++++ INFORMATION GIVEN ++++

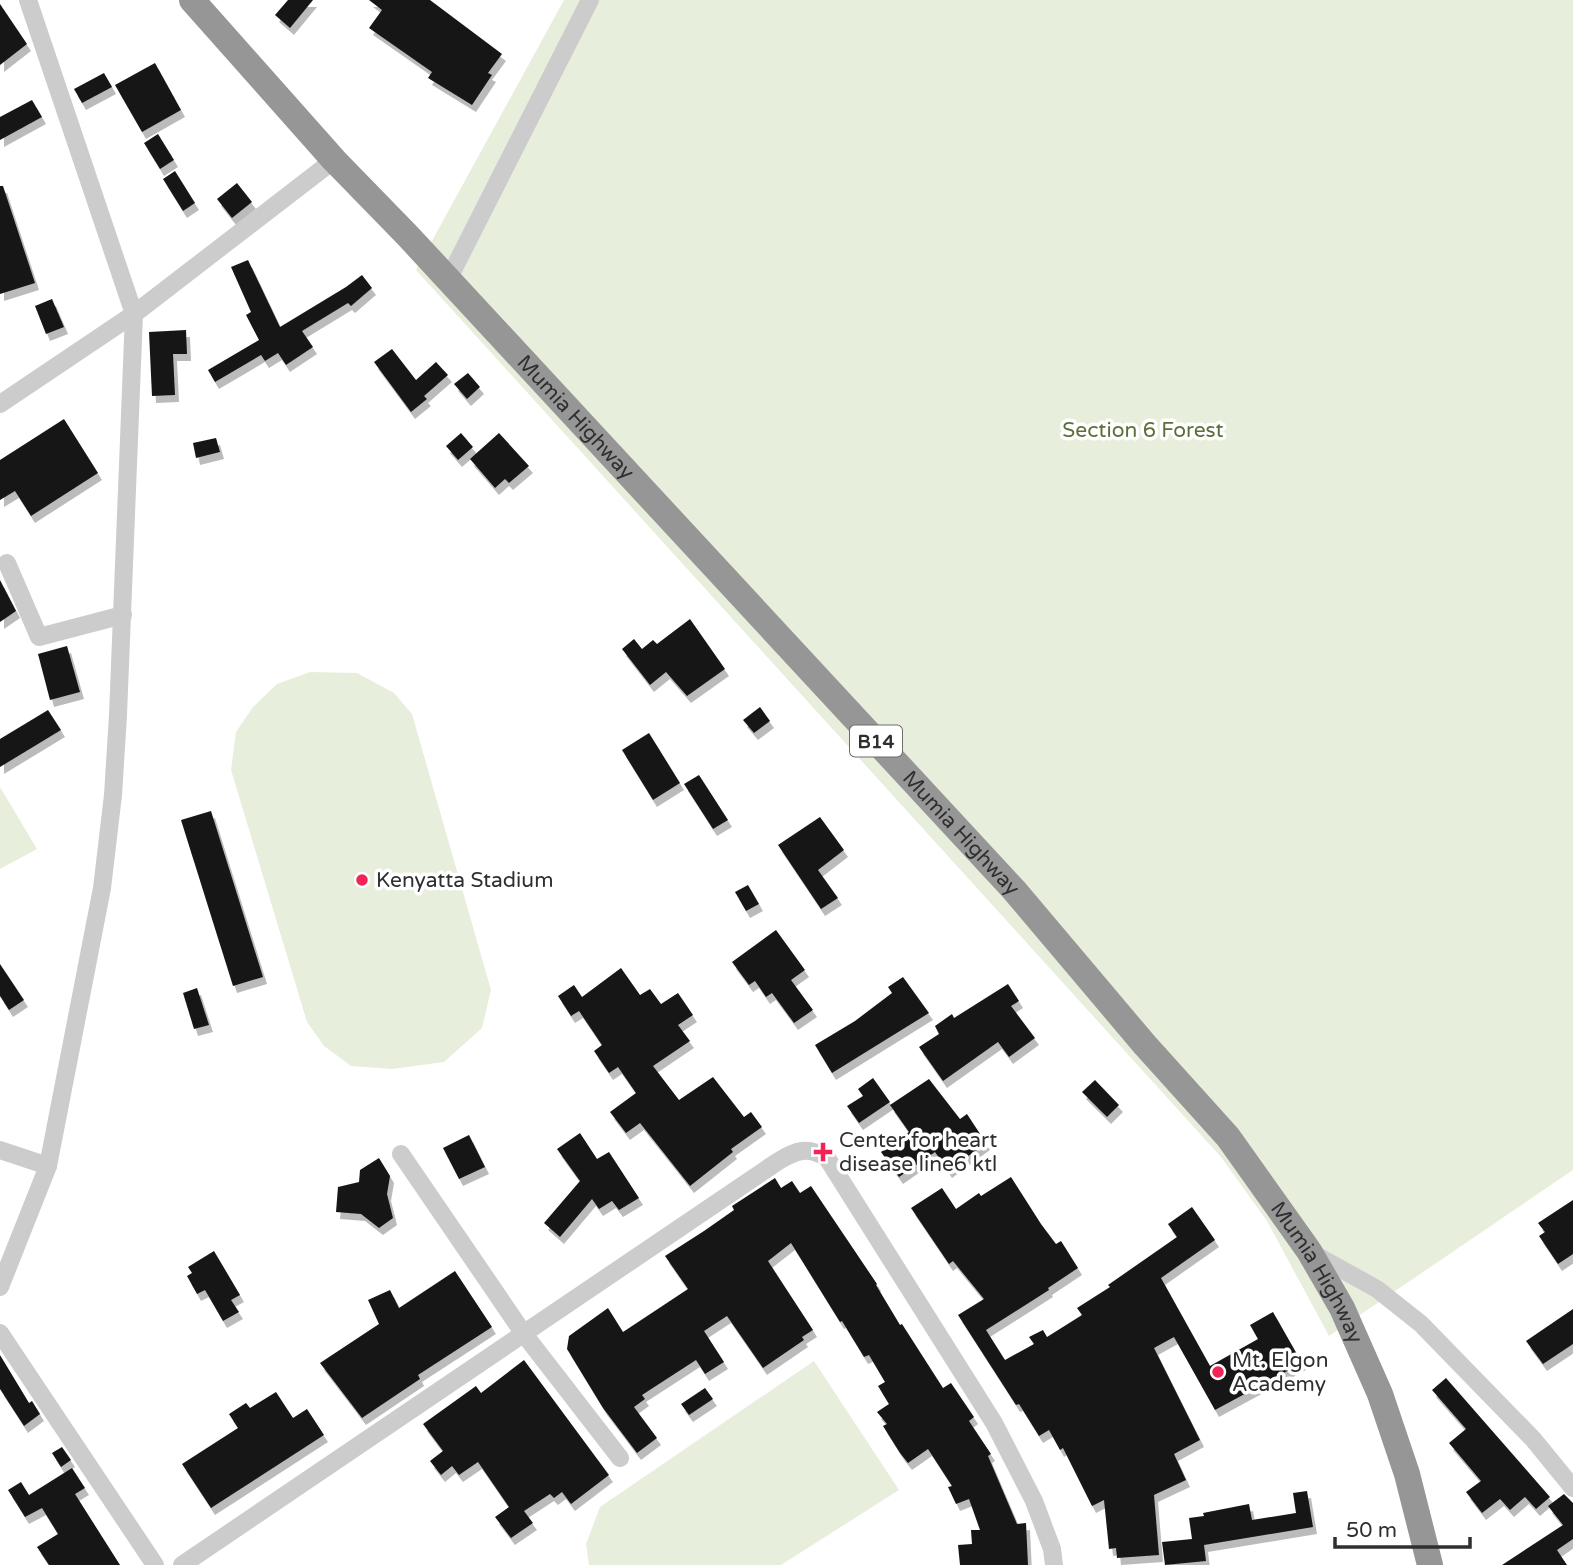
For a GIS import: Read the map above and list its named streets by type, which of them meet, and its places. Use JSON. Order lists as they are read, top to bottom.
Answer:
{
  "streets": {
    "highway": ["Mumia Highway", "B14"]
  },
  "parks": ["Section 6 Forest"],
  "places": {
    "other": ["Kenyatta Stadium", "Mt. Elgon Academy"],
    "health": ["Center for heart disease line6 ktl"]
  },
  "scale_bar": "50 m"
}
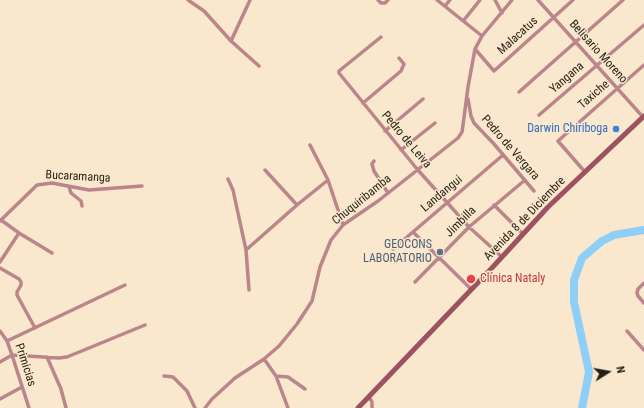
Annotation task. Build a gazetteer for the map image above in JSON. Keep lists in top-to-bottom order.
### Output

++++

→ **WORK ORDER**:
Only the lines holding the string "JSON" are needed; copy each of them from the material above.

→ **EXERCISE ANSWER**:
For a GIS import: Read the map above and list its named streets by type, which of them meet, and its places. Use JSON. Order lists as they are read, top to bottom.
Annotation task. Build a gazetteer for the map image above in JSON. Keep lists in top-to-bottom order.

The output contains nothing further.